About this exercise: Keep the lines exact and the pictures out as you repeat the following listing.

Input:
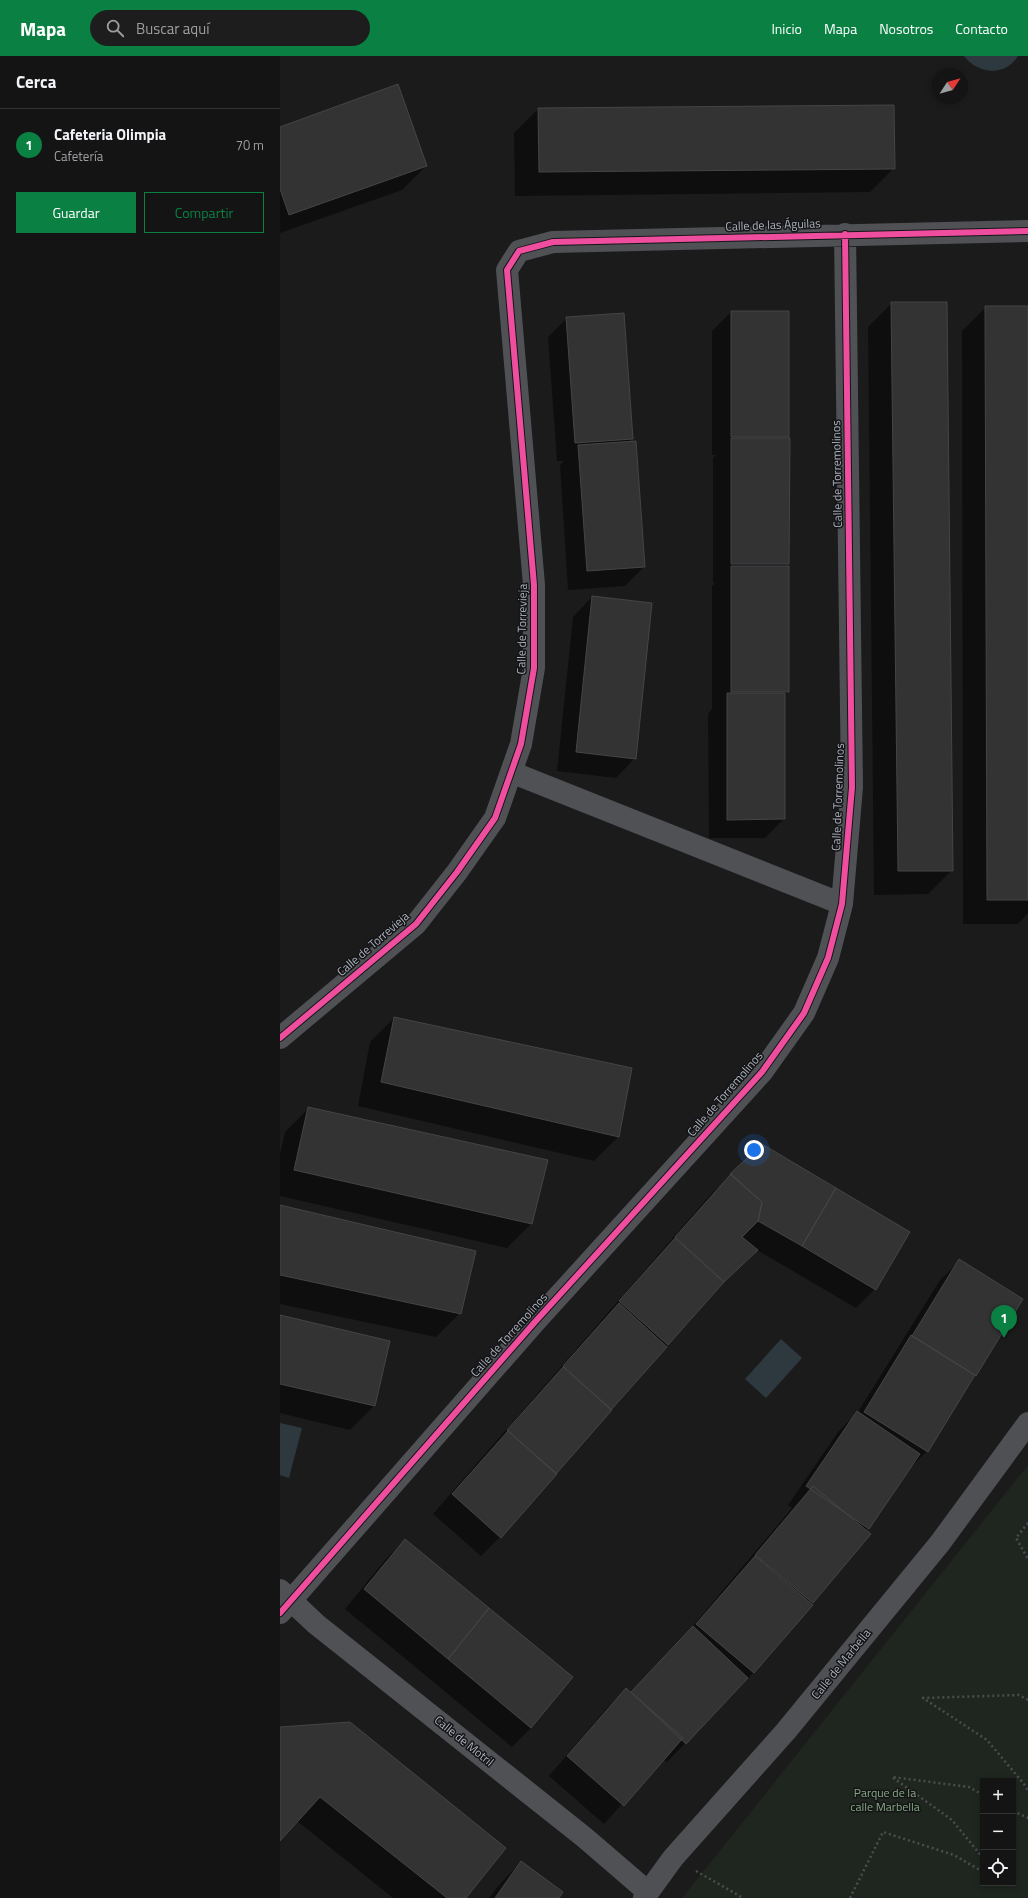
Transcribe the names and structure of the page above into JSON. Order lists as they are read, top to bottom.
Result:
{
  "streets": {
    "street": [
      "Calle de las Águilas",
      "Calle de Torremolinos",
      "Calle de Torrevieja",
      "Calle de Marbella",
      "Calle de Motril"
    ]
  },
  "crossings": [
    ["Calle de las Águilas", "Calle de Torremolinos"],
    ["Calle de las Águilas", "Calle de Torrevieja"],
    ["Calle de Torremolinos", "Calle de Motril"],
    ["Calle de Marbella", "Calle de Motril"]
  ],
  "parks": ["Parque de la calle Marbella"],
  "north": "top right",
  "page": {
    "header": "Mapa",
    "search": "Buscar aquí",
    "nav": [
      "Inicio",
      "Mapa",
      "Nosotros",
      "Contacto"
    ],
    "heading": "Cerca",
    "list": [
      {
        "mark": "1",
        "name": "Cafeteria Olimpia",
        "note": "Cafetería",
        "value": "70 m"
      }
    ],
    "buttons": ["Guardar", "Compartir"],
    "pins": "1",
    "map_buttons": ["+", "−"]
  }
}
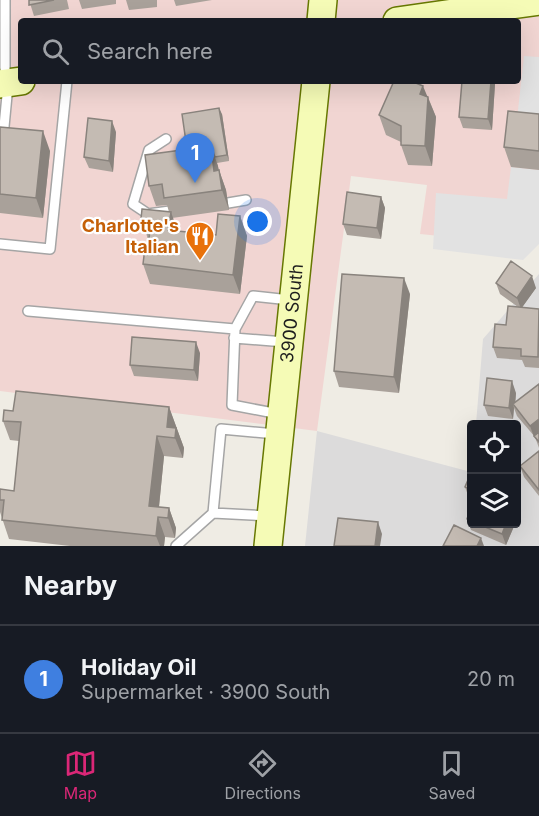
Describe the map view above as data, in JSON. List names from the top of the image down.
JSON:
{
  "streets": {
    "main road": ["3900 South"]
  },
  "places": {
    "restaurant": ["Charlotte's Italian"]
  },
  "page": {
    "search": "Search here",
    "pins": "1",
    "heading": "Nearby",
    "list": [
      {
        "mark": "1",
        "name": "Holiday Oil",
        "note": "Supermarket · 3900 South",
        "value": "20 m"
      }
    ],
    "nav": ["Map", "Directions", "Saved"]
  }
}
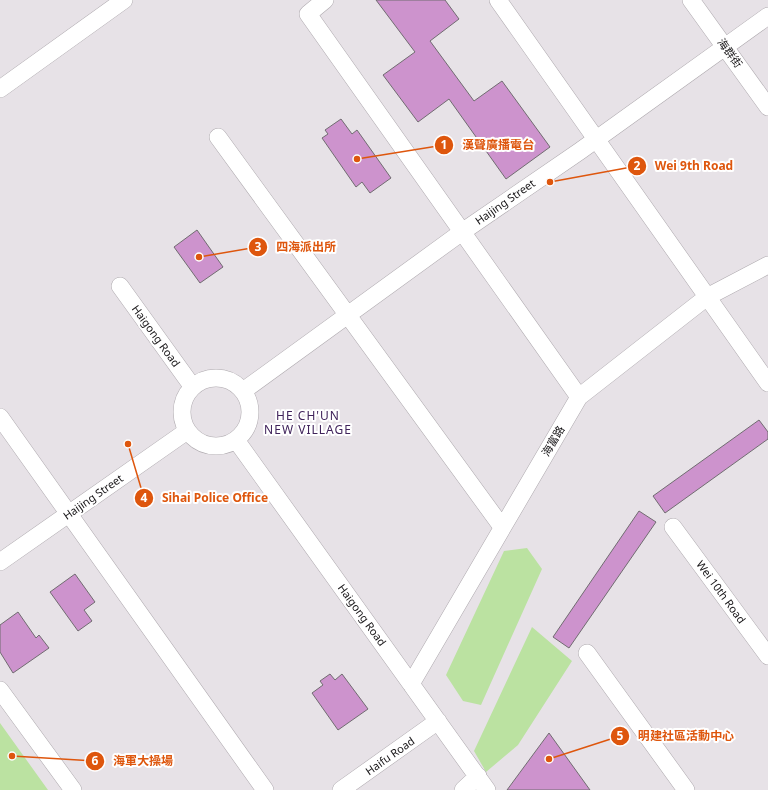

Solved problem:
Transcribe the names and structure of the page above into JSON. Order lists as they are read, top to bottom.
Result:
{
  "streets": {
    "street": [
      "Calle de las Águilas",
      "Calle de Torremolinos",
      "Calle de Torrevieja",
      "Calle de Marbella",
      "Calle de Motril"
    ]
  },
  "crossings": [
    ["Calle de las Águilas", "Calle de Torremolinos"],
    ["Calle de las Águilas", "Calle de Torrevieja"],
    ["Calle de Torremolinos", "Calle de Motril"],
    ["Calle de Marbella", "Calle de Motril"]
  ],
  "parks": ["Parque de la calle Marbella"],
  "north": "top right",
  "page": {
    "header": "Mapa",
    "search": "Buscar aquí",
    "nav": [
      "Inicio",
      "Mapa",
      "Nosotros",
      "Contacto"
    ],
    "heading": "Cerca",
    "list": [
      {
        "mark": "1",
        "name": "Cafeteria Olimpia",
        "note": "Cafetería",
        "value": "70 m"
      }
    ],
    "buttons": ["Guardar", "Compartir"],
    "pins": "1",
    "map_buttons": ["+", "−"]
  }
}
Describe the map view above as data, in JSON. List names from the top of the image down.
JSON:
{
  "streets": {
    "main road": ["3900 South"]
  },
  "places": {
    "restaurant": ["Charlotte's Italian"]
  },
  "page": {
    "search": "Search here",
    "pins": "1",
    "heading": "Nearby",
    "list": [
      {
        "mark": "1",
        "name": "Holiday Oil",
        "note": "Supermarket · 3900 South",
        "value": "20 m"
      }
    ],
    "nav": ["Map", "Directions", "Saved"]
  }
}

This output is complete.